• _Data supplied_:
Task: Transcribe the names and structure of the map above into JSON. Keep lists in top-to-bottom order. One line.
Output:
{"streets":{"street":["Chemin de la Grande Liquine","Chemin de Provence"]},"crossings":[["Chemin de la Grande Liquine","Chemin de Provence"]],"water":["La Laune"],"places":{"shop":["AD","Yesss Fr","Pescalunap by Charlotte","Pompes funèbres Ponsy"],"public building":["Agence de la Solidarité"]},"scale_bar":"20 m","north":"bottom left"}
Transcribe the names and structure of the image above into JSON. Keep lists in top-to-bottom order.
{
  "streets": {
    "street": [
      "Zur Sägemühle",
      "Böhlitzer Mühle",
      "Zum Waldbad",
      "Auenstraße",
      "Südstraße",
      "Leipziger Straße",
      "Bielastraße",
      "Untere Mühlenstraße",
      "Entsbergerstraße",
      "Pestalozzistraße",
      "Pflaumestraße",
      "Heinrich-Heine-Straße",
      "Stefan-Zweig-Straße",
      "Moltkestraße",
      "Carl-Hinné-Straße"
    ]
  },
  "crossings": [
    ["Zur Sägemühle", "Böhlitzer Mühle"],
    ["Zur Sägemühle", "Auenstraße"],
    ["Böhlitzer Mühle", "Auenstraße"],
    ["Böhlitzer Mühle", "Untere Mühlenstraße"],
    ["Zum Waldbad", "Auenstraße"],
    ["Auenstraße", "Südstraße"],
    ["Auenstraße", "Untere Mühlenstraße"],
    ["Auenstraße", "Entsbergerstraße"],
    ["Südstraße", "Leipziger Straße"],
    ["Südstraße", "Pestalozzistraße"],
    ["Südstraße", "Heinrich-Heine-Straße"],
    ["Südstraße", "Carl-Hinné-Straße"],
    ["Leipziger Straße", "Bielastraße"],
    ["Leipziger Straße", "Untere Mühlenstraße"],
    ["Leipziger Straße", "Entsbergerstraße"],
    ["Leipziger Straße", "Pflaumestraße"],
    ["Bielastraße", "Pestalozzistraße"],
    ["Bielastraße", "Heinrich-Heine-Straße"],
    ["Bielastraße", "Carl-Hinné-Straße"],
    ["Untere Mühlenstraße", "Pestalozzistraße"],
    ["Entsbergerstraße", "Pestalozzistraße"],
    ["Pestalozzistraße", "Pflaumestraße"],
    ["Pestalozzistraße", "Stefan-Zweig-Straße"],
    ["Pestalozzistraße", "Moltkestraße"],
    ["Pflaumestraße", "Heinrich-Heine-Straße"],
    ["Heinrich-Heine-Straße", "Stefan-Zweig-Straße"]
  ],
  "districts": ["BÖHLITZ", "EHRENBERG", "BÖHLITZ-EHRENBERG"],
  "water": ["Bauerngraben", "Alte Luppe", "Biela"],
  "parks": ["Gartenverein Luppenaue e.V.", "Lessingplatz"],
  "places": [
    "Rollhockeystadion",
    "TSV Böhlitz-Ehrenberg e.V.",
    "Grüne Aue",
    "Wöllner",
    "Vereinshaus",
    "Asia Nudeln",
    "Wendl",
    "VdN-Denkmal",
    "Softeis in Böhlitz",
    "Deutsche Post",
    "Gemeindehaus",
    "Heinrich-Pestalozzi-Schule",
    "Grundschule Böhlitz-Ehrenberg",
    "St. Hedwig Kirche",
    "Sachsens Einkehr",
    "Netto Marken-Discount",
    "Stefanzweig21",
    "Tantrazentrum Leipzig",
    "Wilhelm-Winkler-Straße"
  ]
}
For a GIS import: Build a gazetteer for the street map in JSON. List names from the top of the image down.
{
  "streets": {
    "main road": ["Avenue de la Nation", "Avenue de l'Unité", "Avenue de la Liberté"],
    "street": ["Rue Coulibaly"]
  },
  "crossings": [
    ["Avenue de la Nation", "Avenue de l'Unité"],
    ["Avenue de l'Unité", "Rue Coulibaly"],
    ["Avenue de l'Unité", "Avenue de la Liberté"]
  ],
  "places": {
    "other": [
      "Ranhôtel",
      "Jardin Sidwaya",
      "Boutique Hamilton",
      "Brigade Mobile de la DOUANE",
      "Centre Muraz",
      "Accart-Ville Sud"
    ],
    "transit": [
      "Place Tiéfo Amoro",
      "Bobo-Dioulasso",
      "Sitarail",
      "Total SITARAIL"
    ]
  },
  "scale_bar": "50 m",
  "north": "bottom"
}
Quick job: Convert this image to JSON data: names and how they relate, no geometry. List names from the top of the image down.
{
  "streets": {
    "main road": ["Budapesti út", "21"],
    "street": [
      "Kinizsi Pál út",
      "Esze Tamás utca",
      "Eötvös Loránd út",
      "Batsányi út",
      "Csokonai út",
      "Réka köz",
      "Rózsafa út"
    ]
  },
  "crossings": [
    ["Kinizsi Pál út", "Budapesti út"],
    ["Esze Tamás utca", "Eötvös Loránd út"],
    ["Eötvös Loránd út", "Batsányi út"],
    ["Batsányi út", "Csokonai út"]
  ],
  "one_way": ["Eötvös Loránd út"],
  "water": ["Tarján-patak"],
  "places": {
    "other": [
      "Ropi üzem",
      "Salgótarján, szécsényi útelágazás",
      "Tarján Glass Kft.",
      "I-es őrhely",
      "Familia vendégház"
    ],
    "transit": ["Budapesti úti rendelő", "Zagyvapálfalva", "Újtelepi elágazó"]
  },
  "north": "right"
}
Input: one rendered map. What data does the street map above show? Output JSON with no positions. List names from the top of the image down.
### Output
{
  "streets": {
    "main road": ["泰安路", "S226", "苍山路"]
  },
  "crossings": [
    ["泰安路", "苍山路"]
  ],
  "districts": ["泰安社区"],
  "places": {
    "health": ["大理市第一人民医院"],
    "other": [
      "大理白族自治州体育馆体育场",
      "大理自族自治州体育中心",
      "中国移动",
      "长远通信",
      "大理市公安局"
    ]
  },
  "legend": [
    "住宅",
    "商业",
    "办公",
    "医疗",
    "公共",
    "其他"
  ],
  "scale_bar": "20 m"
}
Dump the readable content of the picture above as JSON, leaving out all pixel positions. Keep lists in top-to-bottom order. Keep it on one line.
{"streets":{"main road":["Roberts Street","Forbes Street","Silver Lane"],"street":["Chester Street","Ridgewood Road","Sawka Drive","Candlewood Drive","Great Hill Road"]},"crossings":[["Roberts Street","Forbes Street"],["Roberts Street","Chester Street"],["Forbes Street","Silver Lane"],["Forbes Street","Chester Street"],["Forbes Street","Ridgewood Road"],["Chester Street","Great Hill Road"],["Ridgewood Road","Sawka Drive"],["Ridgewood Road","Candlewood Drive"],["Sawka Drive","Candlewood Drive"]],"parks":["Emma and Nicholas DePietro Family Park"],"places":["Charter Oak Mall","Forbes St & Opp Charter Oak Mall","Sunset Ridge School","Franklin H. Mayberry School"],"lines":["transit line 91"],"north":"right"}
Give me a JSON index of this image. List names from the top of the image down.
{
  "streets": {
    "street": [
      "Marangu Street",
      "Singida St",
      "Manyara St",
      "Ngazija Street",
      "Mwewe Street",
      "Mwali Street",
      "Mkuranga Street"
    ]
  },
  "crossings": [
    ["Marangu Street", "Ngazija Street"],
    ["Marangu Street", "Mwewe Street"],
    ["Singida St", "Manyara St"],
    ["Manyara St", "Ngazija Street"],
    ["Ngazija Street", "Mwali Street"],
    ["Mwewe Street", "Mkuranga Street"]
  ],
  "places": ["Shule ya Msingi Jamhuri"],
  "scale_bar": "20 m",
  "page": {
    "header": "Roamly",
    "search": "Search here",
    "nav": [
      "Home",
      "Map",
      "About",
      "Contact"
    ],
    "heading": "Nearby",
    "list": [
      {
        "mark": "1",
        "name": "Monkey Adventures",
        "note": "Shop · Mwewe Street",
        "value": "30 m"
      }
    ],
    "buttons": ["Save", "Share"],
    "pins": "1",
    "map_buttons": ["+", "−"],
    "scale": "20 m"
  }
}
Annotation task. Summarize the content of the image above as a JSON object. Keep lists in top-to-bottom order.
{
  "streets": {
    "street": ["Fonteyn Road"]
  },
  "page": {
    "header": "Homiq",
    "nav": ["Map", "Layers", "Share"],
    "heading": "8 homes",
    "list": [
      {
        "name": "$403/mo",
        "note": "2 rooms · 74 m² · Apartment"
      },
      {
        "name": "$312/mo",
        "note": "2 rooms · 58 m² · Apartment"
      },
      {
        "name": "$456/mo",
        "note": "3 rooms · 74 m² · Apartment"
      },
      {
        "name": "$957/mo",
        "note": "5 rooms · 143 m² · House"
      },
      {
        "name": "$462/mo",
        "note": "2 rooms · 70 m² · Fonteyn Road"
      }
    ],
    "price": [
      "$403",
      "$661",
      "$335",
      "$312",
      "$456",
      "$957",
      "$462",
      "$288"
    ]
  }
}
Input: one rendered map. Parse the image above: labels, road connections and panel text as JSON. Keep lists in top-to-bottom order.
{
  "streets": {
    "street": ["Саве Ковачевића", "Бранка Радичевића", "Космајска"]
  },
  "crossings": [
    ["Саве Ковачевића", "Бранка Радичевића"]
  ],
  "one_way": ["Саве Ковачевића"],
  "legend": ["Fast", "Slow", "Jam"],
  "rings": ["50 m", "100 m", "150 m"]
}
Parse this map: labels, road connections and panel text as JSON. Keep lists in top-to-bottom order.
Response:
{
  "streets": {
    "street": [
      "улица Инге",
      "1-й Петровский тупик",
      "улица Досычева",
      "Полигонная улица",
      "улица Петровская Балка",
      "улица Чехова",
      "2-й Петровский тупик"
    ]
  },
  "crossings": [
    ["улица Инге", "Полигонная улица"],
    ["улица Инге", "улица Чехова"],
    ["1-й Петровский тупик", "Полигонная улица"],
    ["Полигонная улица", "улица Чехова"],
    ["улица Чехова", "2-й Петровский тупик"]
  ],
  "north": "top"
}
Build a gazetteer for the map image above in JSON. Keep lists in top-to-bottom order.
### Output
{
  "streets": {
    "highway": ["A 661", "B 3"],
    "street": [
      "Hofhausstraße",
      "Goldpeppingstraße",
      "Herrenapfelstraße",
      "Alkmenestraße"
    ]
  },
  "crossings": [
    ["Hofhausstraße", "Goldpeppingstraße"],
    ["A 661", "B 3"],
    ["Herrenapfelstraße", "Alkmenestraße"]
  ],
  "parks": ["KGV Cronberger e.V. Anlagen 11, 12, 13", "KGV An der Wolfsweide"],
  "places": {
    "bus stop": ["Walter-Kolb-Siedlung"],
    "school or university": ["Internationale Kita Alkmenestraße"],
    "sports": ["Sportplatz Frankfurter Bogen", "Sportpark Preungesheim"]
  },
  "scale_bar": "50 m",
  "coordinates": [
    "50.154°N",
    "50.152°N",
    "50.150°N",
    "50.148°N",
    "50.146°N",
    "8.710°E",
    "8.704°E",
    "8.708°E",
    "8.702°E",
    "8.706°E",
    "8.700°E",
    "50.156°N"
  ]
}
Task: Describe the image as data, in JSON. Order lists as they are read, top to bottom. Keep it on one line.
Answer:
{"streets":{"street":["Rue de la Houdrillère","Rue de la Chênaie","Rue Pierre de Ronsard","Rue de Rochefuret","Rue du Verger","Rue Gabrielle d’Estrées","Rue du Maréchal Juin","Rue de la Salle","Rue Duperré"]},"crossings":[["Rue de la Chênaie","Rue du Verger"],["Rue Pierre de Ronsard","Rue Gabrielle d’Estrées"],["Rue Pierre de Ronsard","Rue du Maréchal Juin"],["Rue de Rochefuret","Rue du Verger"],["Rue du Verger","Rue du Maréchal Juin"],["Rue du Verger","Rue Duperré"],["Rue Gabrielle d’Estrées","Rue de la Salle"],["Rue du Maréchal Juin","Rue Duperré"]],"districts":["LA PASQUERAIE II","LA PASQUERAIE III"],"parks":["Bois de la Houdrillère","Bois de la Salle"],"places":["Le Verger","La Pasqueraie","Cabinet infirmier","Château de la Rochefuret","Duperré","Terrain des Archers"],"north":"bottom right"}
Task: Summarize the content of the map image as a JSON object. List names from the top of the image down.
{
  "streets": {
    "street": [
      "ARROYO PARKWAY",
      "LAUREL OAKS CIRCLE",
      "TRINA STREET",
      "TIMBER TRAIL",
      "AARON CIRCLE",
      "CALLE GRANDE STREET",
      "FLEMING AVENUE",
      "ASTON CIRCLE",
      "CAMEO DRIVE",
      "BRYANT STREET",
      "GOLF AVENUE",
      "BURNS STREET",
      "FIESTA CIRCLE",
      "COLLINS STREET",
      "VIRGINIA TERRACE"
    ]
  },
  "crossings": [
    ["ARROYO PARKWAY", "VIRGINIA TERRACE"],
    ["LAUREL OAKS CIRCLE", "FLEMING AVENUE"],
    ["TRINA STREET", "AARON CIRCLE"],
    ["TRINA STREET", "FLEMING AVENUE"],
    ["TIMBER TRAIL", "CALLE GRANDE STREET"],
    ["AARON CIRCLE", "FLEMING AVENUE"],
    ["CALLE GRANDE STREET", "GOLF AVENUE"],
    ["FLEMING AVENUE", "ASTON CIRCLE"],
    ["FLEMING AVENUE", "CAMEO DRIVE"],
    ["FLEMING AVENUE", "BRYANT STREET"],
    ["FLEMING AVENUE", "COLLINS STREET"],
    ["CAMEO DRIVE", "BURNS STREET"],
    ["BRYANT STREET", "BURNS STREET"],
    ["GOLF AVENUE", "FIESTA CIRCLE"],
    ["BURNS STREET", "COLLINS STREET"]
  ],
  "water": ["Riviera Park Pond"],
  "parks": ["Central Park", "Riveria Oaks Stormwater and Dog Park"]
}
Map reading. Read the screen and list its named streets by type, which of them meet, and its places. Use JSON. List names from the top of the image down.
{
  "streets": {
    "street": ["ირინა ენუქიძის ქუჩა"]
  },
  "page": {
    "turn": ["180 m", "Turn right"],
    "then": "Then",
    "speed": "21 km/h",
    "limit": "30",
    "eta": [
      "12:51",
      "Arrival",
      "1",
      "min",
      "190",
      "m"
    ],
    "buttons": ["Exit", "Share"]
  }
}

• _Task item_: Work out how many lines in the records above include the string "улица", and provide that figure with no other text.

• _Task solution_: 10